His professional background presently focuses on research and technical assistance related to climate change issues. Professor Bouille was National Coordinator of the Argentine Report on Greenhouse Gas Mitigation in the Energy Sector. He has served as Coordinator of numerous projects including, "Study on Flexibility Mechanisms within the Context of the United Nations Framework Convention on Climate Change and the Kyoto Protocol;" "Study of the Andean Pact: the Benefits of the Integration on Greenhouse Gas Emissions;" Technical Assistance to the First Mitigation Study for El Salvador; and Energy Study to fix the Argentine Voluntary Commitment.
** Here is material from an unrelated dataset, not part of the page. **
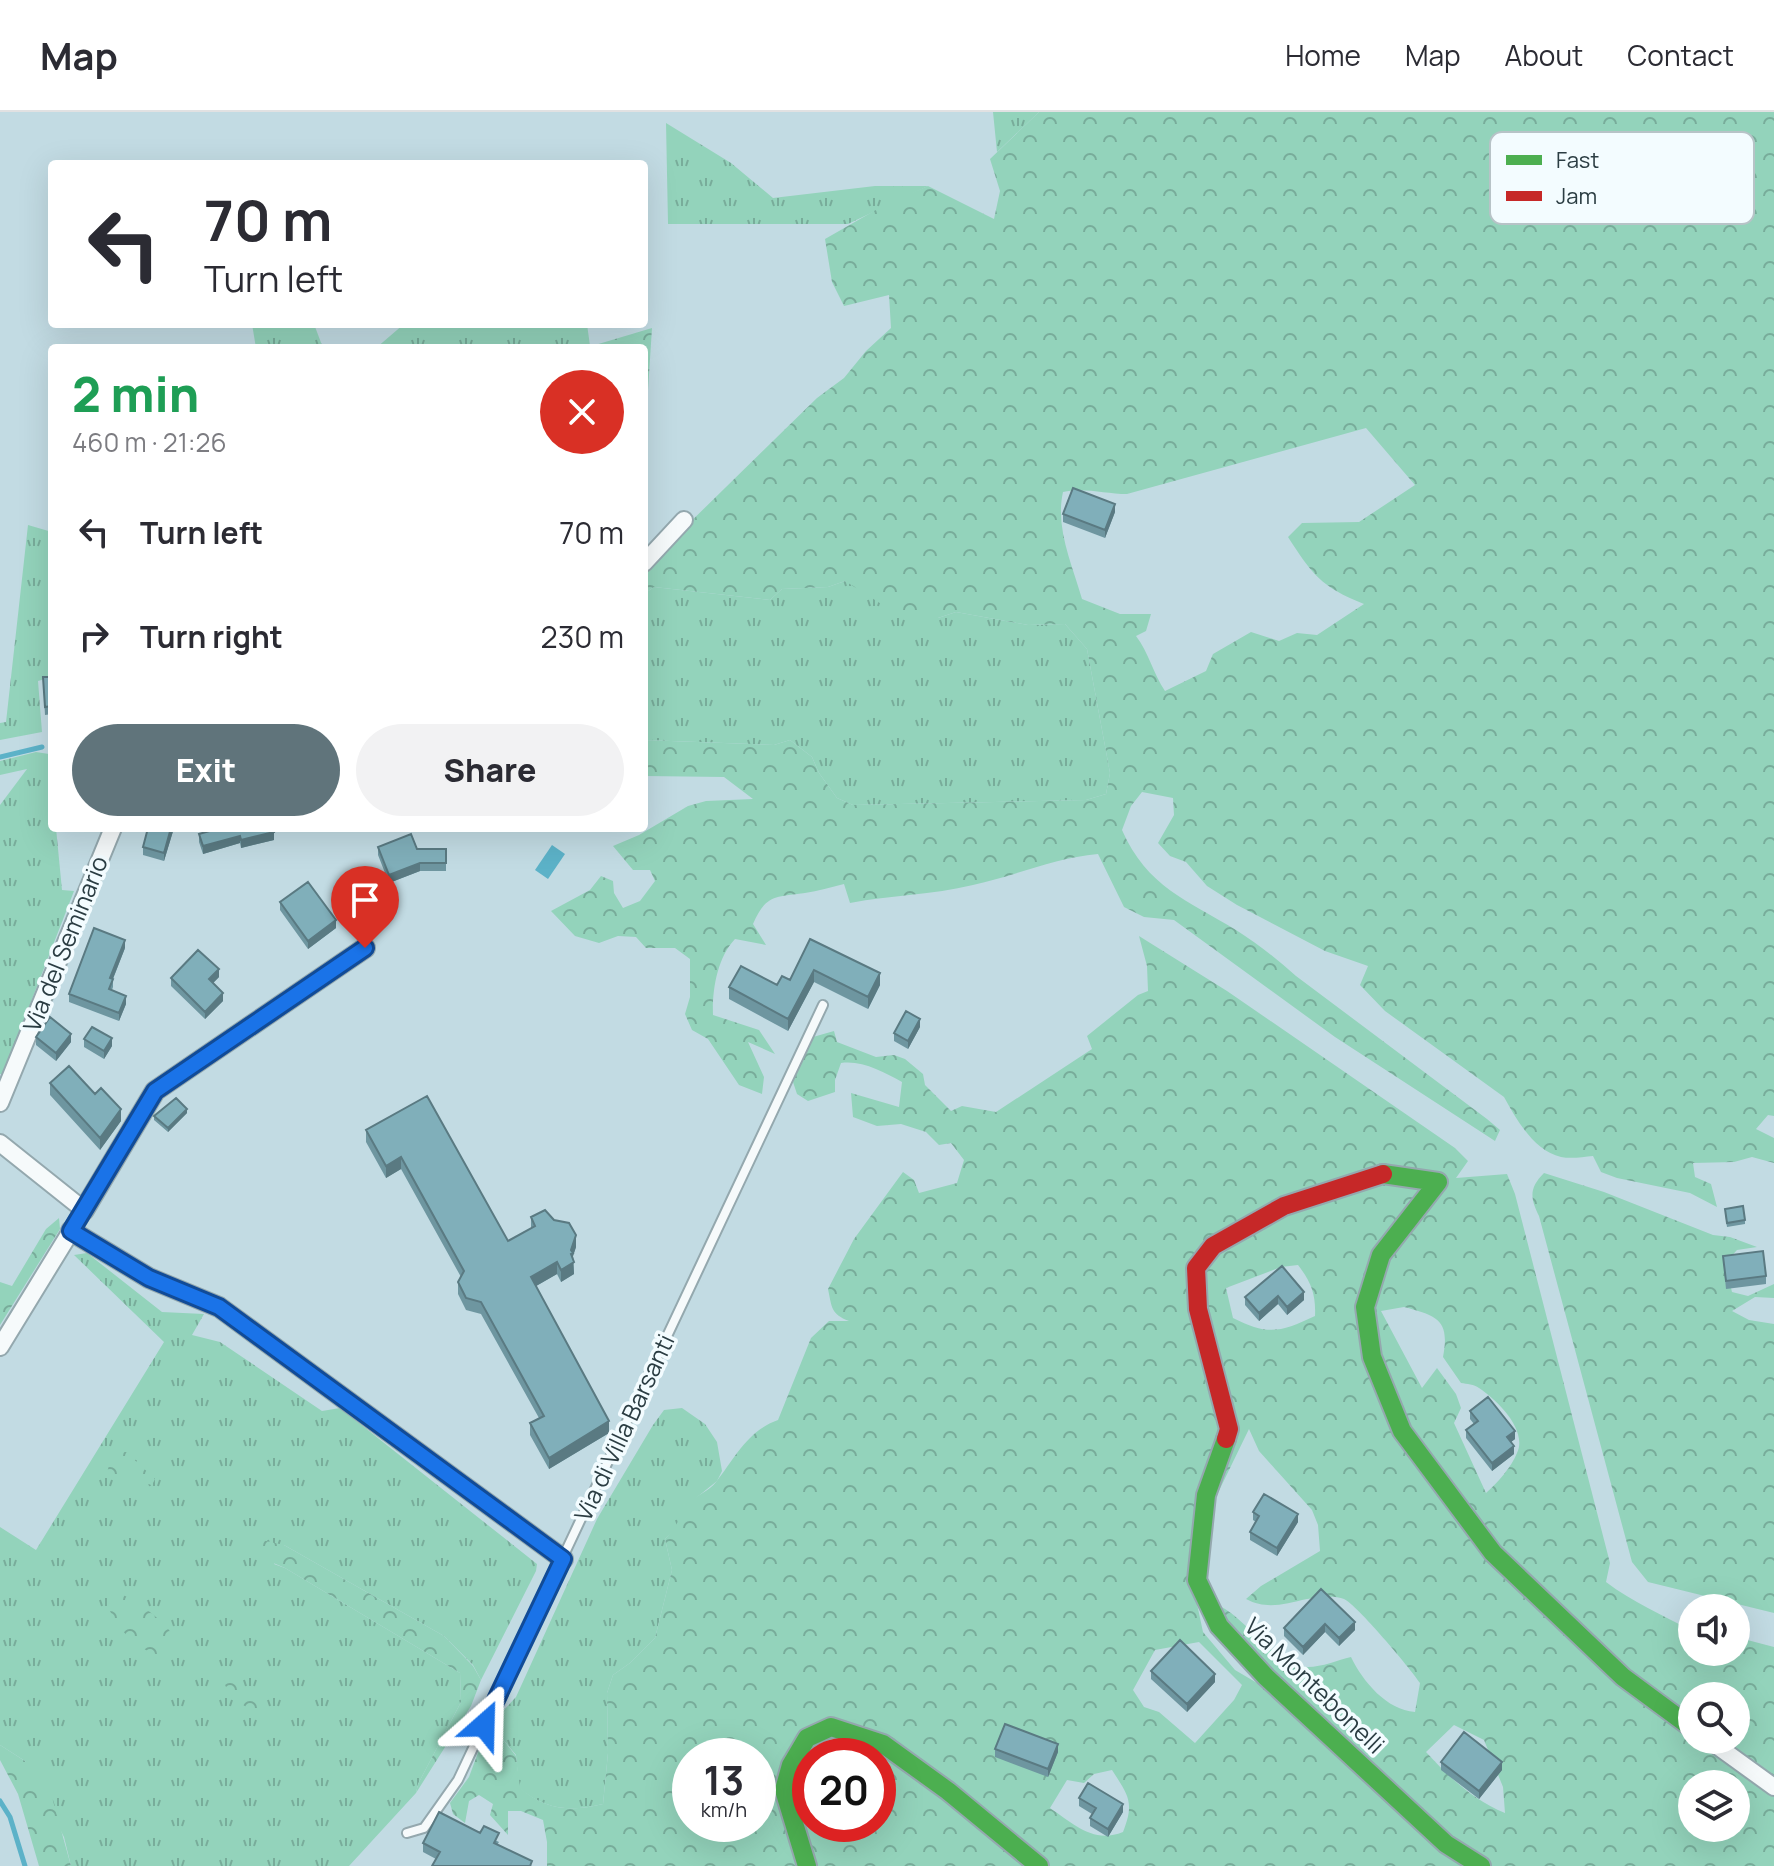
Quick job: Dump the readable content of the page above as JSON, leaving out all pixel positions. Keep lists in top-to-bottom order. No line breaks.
{"streets":{"street":["Via del Seminario","Via Montebonelli"],"lane":["Via di Villa Barsanti"]},"legend":["Fast","Jam"],"page":{"header":"Map","nav":["Home","Map","About","Contact"],"turn":["70 m","Turn left"],"heading":["2 min","460 m · 21:26"],"list":[{"name":"Turn left","value":"70 m"},{"name":"Turn right","value":"230 m"}],"buttons":["Exit","Share"],"speed":"13 km/h","limit":"20"}}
Professor Bouille is also a member of the expert roster of the GEF, and Lead Author of the IPCC Working Group III Third Report.


HILDA SUSANA DUBROVSKY

CURRICULUM VITAE

NAME AND SURNAME: Hilda Susana Dubrovsky
CITIZENSHIP: Argentine
BIRTH DATE: September 6th, 1953
PRESENT POSITION: Instituto de Economía Energética Academic Researcher

MAJOR FIELDS OF STUDY:

Civil Engineer directed to hydraulic vocational guidance.
Researcher, Postgraduate in Economic and Energy Planning.

PROFESSIONAL AND RESEARCH BACKGROUND:

Experience obtained through different research-studies and works dealing with Economics and Energy Planning, requested by national and international agencies such as: PNUD, FAO, CEE (DG XVII), IDRC (Canada), IDB, OLADE, The World Bank, CIER (Commission of Regional Electricity Integration) and The Andean Promoting Corporation- CAF. Other institutions as the National Secretariat for Energy (Argentina) and different national and provincial public or private bodies: INVAP, CNEA, also with various universities and electricity companies.

SUBJECTS:

Electricity Planning, energy prices and tariffs, energy and agriculture-husbandry production techniques; projection methodology covering energetic requirements; integral energy planning at national level; energy integration; strategies dealing with national use of the energy, environment impacts of the energy systems.

Author and collaborating member in numerous research studies, covering the above mentioned areas.


WILLIAM CHANDLER

William Chandler is currently Senior Staff Scientist and Director of Advanced International Studies at Battelle Memorial Institute's Pacific Northwest National Laboratory in Washington, D.C. He is a member of the international energy panel of the U.S. President's Council of Advisors on Science and Technology, and an adjunct professor at Johns Hopkins University.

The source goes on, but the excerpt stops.